Inspector 125: Keeping crews out of the danger zone

Belgium and The Netherlands selected Exail and Naval Group for their next generation mine countermeasures program. This innovative project combines several crewed mother ships with autonomous vehicles and advanced sensors. ONE The cornerstone of this unique system is Exail’s USV called Inspector 125.

Detecting and neutralizing maritime mines without sending a ship into the minefield has long been considered science fiction. However, thanks to Exail’s Inspector 125 Unmanned Surface Vehicle (USV) and its payloads, this concept has now become a reality.

The first Inspector 125 which is currently undergoing a comprehensive test campaign in the South of France incorporates the best of Exail’s technology in mission systems, sensors, and naval architecture. Its delicate mission consists in deploying autonomous or teleoperated vehicles to detect, classify, identify, and neutralize mines, while acting as a communication relay to the land or the mother ship stationed safely outside the danger zone.

The Inspector 125 is one of Exail’s most ambitious projects in terms of multi-mission surface drones. This 12.3 m long for 4.2 m wide boat has a full composite hull. Like all mine-hunting vessels, it is designed to have the lowest acoustic and magnetic signatures while being able to withstand underwater explosions.

To ensure the success of its missions, the Inspector 125 is packed with advanced technology sensors and systems. Its standard equipment includes a powerful propulsion system, a radar, an Automatic Identification System (AIS), infrared and conventional cameras, and an Exail’s FLS-5 forward-looking sonar.

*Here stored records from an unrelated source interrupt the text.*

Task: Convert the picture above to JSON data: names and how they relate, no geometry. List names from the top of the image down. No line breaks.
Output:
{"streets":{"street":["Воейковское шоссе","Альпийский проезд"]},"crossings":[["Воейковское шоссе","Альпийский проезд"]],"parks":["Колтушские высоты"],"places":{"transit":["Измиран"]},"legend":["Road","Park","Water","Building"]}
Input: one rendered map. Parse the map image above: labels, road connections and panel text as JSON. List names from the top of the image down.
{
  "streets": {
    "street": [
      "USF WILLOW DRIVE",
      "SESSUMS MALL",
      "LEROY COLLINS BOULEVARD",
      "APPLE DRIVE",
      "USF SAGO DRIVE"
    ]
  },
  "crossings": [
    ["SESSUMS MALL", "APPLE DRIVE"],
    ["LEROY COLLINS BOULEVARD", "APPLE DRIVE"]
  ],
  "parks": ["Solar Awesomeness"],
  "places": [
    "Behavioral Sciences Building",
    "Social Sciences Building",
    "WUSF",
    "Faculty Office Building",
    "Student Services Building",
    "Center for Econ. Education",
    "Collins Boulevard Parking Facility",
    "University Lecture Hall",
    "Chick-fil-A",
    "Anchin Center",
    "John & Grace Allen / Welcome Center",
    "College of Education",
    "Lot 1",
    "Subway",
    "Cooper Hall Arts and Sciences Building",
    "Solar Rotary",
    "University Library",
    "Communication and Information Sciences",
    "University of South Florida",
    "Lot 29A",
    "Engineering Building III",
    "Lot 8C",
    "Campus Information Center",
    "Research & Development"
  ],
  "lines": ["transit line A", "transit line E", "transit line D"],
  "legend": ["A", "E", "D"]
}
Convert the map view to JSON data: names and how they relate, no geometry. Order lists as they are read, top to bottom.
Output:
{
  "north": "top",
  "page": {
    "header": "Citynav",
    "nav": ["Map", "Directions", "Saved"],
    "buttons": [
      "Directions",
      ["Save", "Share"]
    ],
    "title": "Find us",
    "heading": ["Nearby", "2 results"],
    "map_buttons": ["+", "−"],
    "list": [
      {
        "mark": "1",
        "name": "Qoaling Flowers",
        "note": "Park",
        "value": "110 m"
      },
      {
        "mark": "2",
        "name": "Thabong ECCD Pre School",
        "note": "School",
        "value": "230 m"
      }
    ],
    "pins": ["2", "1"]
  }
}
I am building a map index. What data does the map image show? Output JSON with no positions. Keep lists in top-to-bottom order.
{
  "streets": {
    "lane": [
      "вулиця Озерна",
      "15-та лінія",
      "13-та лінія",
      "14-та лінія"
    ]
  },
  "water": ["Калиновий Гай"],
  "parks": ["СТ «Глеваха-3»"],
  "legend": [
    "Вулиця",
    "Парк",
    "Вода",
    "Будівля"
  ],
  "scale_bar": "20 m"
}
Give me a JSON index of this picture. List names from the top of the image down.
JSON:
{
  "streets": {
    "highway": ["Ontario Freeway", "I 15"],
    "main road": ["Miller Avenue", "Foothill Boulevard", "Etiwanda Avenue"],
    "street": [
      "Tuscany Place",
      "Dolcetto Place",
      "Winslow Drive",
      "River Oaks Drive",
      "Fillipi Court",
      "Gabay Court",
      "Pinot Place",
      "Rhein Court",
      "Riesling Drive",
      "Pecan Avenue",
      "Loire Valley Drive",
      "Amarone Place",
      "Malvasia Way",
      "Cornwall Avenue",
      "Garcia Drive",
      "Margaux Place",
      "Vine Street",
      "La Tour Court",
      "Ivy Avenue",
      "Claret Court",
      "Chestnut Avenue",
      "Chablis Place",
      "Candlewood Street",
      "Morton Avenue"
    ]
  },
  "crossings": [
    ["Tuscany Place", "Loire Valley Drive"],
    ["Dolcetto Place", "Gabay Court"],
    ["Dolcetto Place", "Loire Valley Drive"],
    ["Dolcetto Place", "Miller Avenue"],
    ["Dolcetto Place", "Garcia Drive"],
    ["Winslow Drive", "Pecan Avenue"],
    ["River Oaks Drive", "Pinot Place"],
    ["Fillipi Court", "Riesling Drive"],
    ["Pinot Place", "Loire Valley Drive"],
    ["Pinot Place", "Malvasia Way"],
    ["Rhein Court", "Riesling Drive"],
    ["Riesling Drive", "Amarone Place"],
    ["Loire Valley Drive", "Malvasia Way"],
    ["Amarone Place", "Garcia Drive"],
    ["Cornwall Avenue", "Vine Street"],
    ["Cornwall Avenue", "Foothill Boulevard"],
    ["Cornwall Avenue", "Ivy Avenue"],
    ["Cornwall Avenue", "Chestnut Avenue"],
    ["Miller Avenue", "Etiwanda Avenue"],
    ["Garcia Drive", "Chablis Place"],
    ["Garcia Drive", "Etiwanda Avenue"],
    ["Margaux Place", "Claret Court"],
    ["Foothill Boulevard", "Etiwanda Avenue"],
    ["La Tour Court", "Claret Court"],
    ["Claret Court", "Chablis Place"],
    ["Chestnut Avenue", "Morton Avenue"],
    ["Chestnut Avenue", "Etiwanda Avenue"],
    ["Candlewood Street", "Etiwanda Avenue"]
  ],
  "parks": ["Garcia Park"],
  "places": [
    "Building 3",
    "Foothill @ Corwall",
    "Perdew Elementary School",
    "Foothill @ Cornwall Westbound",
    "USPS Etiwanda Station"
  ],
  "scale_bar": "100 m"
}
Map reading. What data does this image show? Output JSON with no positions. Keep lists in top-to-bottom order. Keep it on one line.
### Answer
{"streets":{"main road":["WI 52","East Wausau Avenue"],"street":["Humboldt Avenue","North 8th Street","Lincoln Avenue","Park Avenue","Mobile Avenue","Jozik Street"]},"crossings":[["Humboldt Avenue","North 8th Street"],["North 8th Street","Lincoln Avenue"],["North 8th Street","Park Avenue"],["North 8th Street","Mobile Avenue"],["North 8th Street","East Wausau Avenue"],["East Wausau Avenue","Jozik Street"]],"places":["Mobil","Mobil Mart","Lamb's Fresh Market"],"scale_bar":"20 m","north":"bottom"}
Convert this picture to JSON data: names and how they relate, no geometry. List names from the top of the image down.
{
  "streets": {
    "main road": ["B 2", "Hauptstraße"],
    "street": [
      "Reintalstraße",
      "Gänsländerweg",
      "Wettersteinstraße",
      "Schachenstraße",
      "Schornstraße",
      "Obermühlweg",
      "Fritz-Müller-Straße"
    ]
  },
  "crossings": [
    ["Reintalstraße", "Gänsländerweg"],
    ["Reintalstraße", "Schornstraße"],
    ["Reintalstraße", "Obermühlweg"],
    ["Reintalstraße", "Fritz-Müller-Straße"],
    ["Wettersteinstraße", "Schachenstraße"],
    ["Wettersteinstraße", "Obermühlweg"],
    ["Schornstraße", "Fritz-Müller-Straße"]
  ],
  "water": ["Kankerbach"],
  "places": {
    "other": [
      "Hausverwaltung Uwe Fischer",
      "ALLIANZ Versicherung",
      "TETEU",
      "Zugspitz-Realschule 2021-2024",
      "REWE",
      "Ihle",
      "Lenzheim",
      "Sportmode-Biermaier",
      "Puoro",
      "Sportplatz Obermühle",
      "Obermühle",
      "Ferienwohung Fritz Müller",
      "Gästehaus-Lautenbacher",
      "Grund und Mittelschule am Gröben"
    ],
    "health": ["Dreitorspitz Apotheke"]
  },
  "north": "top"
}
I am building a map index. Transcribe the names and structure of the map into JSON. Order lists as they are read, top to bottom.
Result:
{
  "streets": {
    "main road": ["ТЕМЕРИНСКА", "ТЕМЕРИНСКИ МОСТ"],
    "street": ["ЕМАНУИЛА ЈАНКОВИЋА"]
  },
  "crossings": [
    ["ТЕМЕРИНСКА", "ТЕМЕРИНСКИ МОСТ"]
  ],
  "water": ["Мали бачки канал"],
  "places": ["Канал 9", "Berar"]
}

The accuracy of navigation and positioning has been considered a high priority from the beginning of the program. The USV is equipped with a GPS unit, an Exail’s Phins inertial navigation system, and a Doppler Velocity Log. Secure radio and satellite communication systems enable the unmanned vehicle to maintain constant contact with deployed units on the surface while an Exail’s Gaps USBL susbea positioning system ensures the positioning of the autonomous underwater vehicles (AUV) operating in the area, and their communication with the USV.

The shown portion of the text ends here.